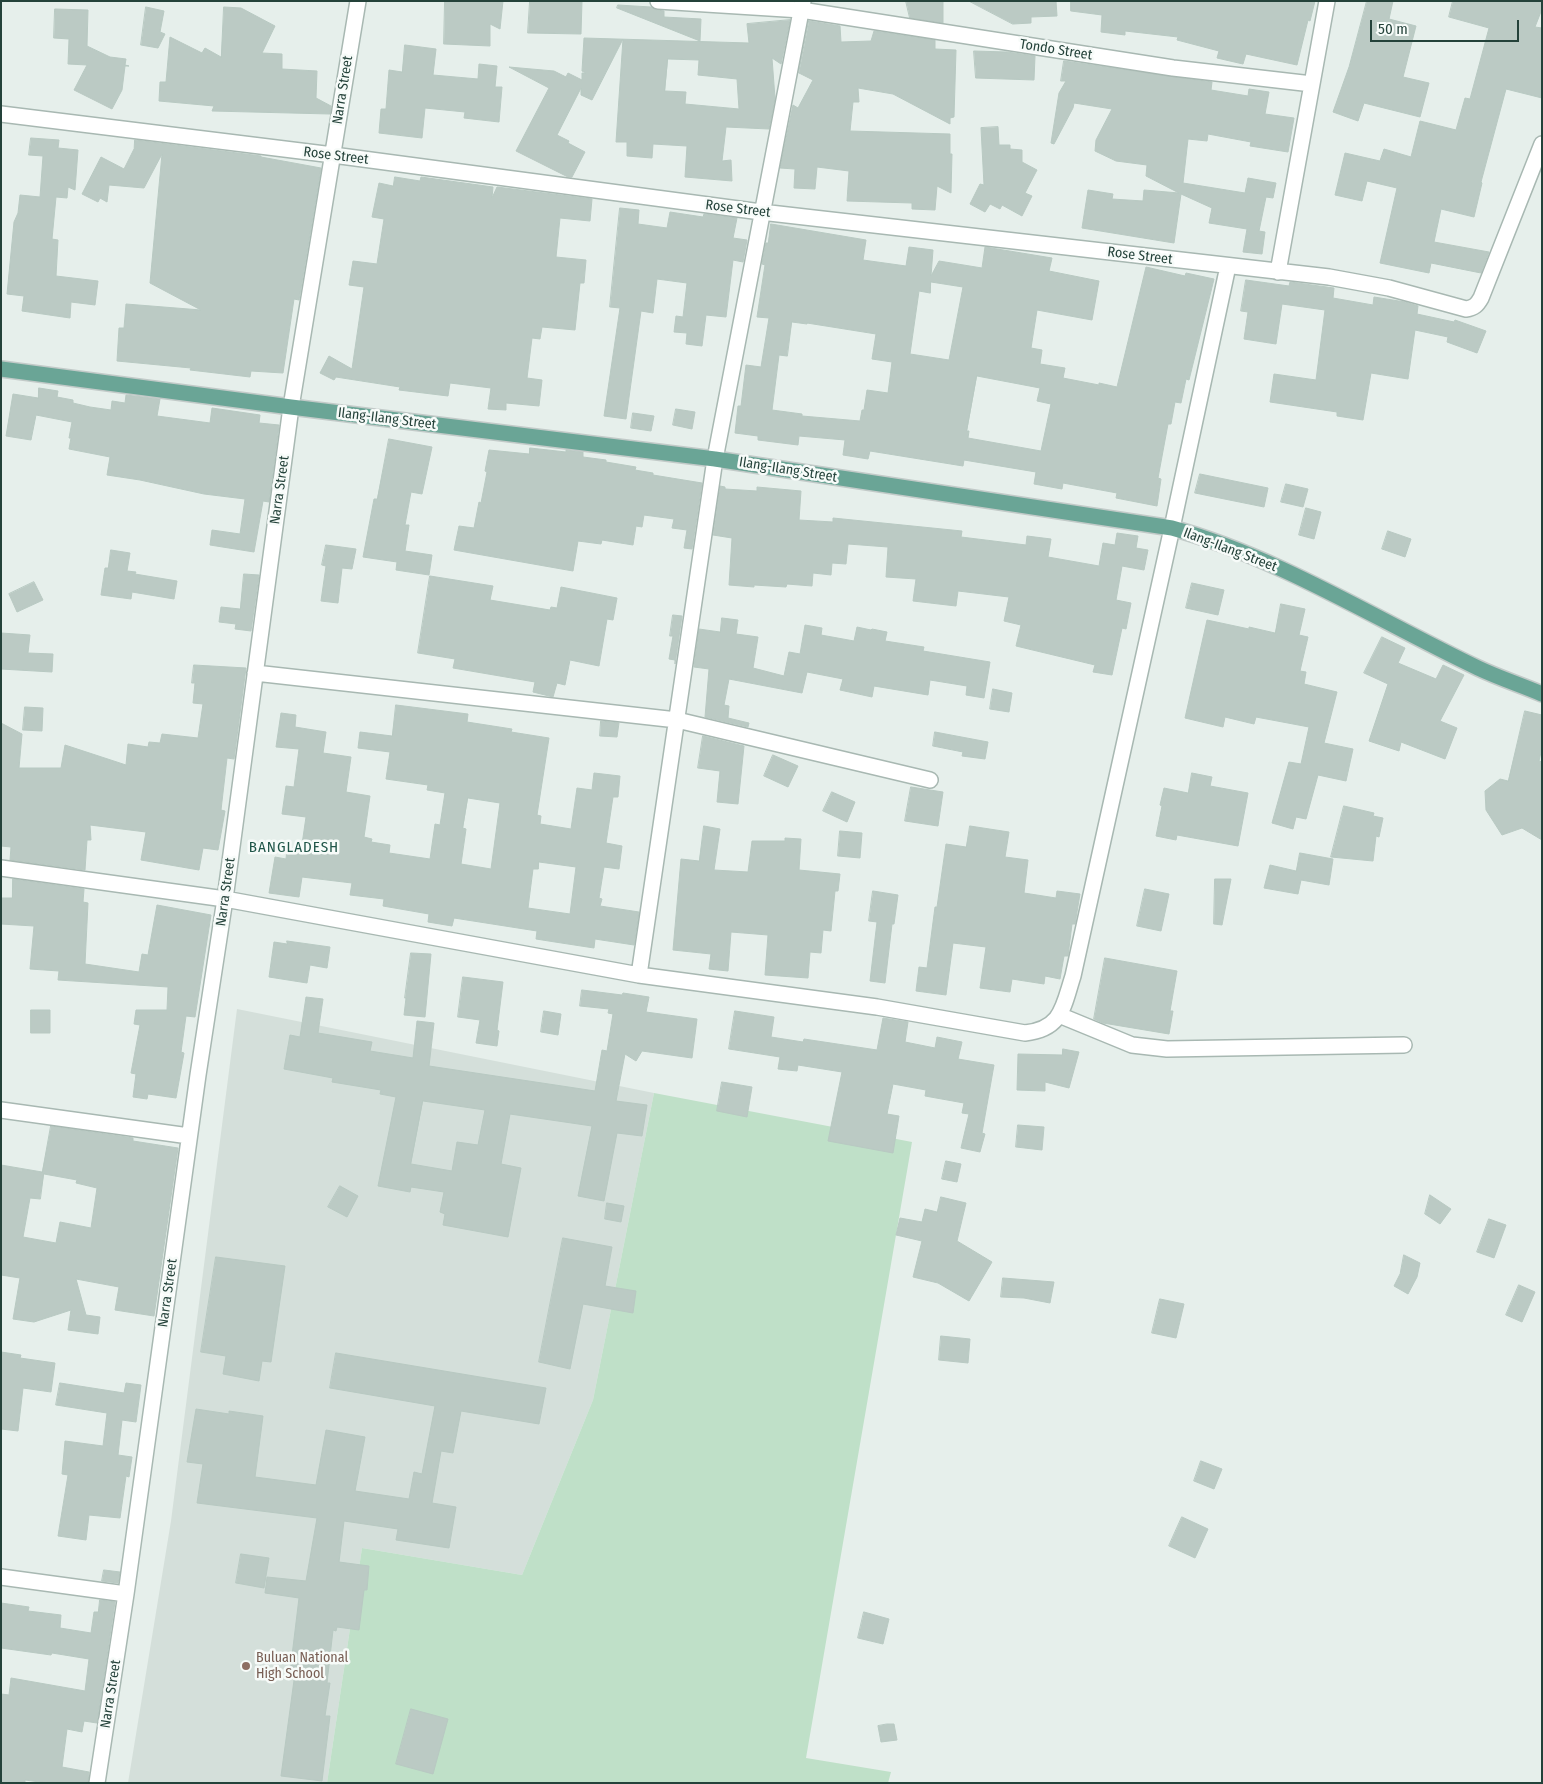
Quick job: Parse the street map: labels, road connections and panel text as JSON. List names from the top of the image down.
{
  "streets": {
    "main road": ["Ilang-Ilang Street"],
    "street": ["Tondo Street", "Narra Street", "Rose Street"]
  },
  "crossings": [
    ["Narra Street", "Rose Street"],
    ["Narra Street", "Ilang-Ilang Street"]
  ],
  "districts": ["BANGLADESH"],
  "places": ["Buluan National High School"],
  "scale_bar": "50 m"
}
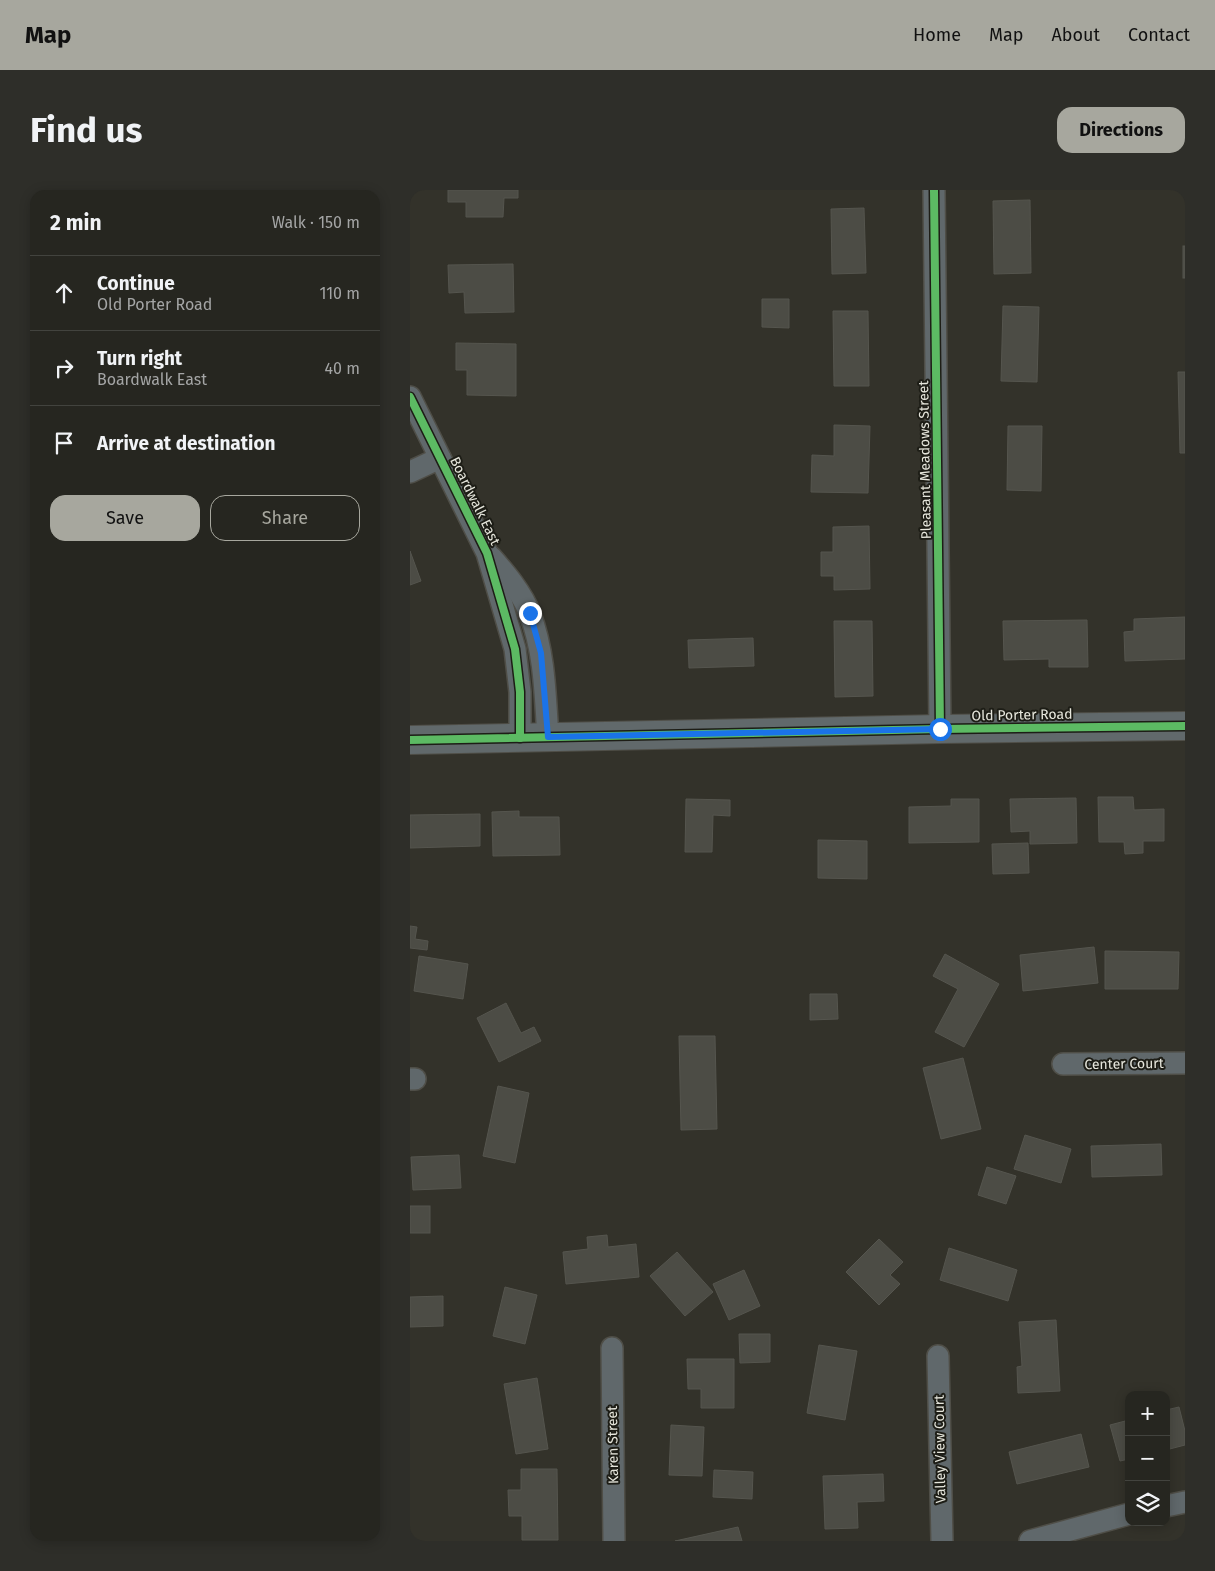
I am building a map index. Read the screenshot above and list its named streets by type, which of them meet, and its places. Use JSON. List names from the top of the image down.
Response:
{
  "streets": {
    "street": [
      "Pleasant Meadows Street",
      "Boardwalk East",
      "Old Porter Road",
      "Center Court",
      "Karen Street",
      "Valley View Court"
    ]
  },
  "crossings": [
    ["Pleasant Meadows Street", "Old Porter Road"],
    ["Boardwalk East", "Old Porter Road"]
  ],
  "page": {
    "header": "Map",
    "nav": [
      "Home",
      "Map",
      "About",
      "Contact"
    ],
    "buttons": [
      "Directions",
      ["Save", "Share"]
    ],
    "title": "Find us",
    "heading": ["2 min", "Walk · 150 m"],
    "list": [
      ["Continue", "Old Porter Road", "110 m"],
      ["Turn right", "Boardwalk East", "40 m"],
      "Arrive at destination"
    ],
    "map_buttons": ["+", "−"]
  }
}
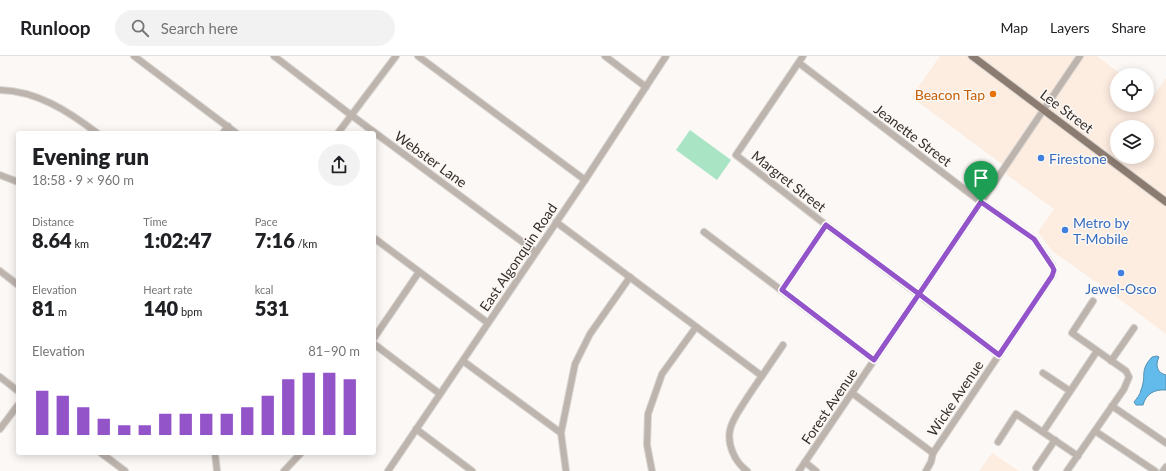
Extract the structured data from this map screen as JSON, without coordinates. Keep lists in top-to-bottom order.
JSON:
{
  "streets": {
    "main road": ["Lee Street"],
    "street": [
      "Jeanette Street",
      "Webster Lane",
      "Margret Street",
      "East Algonquin Road",
      "Wicke Avenue",
      "Forest Avenue"
    ]
  },
  "crossings": [
    ["Lee Street", "Forest Avenue"],
    ["Jeanette Street", "Margret Street"],
    ["Jeanette Street", "Wicke Avenue"],
    ["Jeanette Street", "Forest Avenue"],
    ["Webster Lane", "East Algonquin Road"],
    ["Margret Street", "Wicke Avenue"],
    ["Margret Street", "Forest Avenue"]
  ],
  "places": [
    "Beacon Tap",
    "Firestone",
    "Metro by T-Mobile",
    "Jewel-Osco"
  ],
  "page": {
    "header": "Runloop",
    "search": "Search here",
    "nav": ["Map", "Layers", "Share"],
    "heading": ["Evening run", "18:58 · 9 × 960 m"],
    "stats": [
      ["Distance", "8.64 km"],
      ["Time", "1:02:47"],
      ["Pace", "7:16 /km"],
      ["Elevation", "81 m"],
      ["Heart rate", "140 bpm"],
      ["kcal", "531"]
    ],
    "chart": ["Elevation", "81–90 m"]
  }
}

◆ Your objective
Be exact. Write out all the entries and omit the pictures.

◆ Answer space
Quick job: Parse the street map: labels, road connections and panel text as JSON. List names from the top of the image down.
{
  "streets": {
    "main road": ["Ilang-Ilang Street"],
    "street": ["Tondo Street", "Narra Street", "Rose Street"]
  },
  "crossings": [
    ["Narra Street", "Rose Street"],
    ["Narra Street", "Ilang-Ilang Street"]
  ],
  "districts": ["BANGLADESH"],
  "places": ["Buluan National High School"],
  "scale_bar": "50 m"
}
I am building a map index. Read the screenshot above and list its named streets by type, which of them meet, and its places. Use JSON. List names from the top of the image down.
Response:
{
  "streets": {
    "street": [
      "Pleasant Meadows Street",
      "Boardwalk East",
      "Old Porter Road",
      "Center Court",
      "Karen Street",
      "Valley View Court"
    ]
  },
  "crossings": [
    ["Pleasant Meadows Street", "Old Porter Road"],
    ["Boardwalk East", "Old Porter Road"]
  ],
  "page": {
    "header": "Map",
    "nav": [
      "Home",
      "Map",
      "About",
      "Contact"
    ],
    "buttons": [
      "Directions",
      ["Save", "Share"]
    ],
    "title": "Find us",
    "heading": ["2 min", "Walk · 150 m"],
    "list": [
      ["Continue", "Old Porter Road", "110 m"],
      ["Turn right", "Boardwalk East", "40 m"],
      "Arrive at destination"
    ],
    "map_buttons": ["+", "−"]
  }
}
Extract the structured data from this map screen as JSON, without coordinates. Keep lists in top-to-bottom order.
JSON:
{
  "streets": {
    "main road": ["Lee Street"],
    "street": [
      "Jeanette Street",
      "Webster Lane",
      "Margret Street",
      "East Algonquin Road",
      "Wicke Avenue",
      "Forest Avenue"
    ]
  },
  "crossings": [
    ["Lee Street", "Forest Avenue"],
    ["Jeanette Street", "Margret Street"],
    ["Jeanette Street", "Wicke Avenue"],
    ["Jeanette Street", "Forest Avenue"],
    ["Webster Lane", "East Algonquin Road"],
    ["Margret Street", "Wicke Avenue"],
    ["Margret Street", "Forest Avenue"]
  ],
  "places": [
    "Beacon Tap",
    "Firestone",
    "Metro by T-Mobile",
    "Jewel-Osco"
  ],
  "page": {
    "header": "Runloop",
    "search": "Search here",
    "nav": ["Map", "Layers", "Share"],
    "heading": ["Evening run", "18:58 · 9 × 960 m"],
    "stats": [
      ["Distance", "8.64 km"],
      ["Time", "1:02:47"],
      ["Pace", "7:16 /km"],
      ["Elevation", "81 m"],
      ["Heart rate", "140 bpm"],
      ["kcal", "531"]
    ],
    "chart": ["Elevation", "81–90 m"]
  }
}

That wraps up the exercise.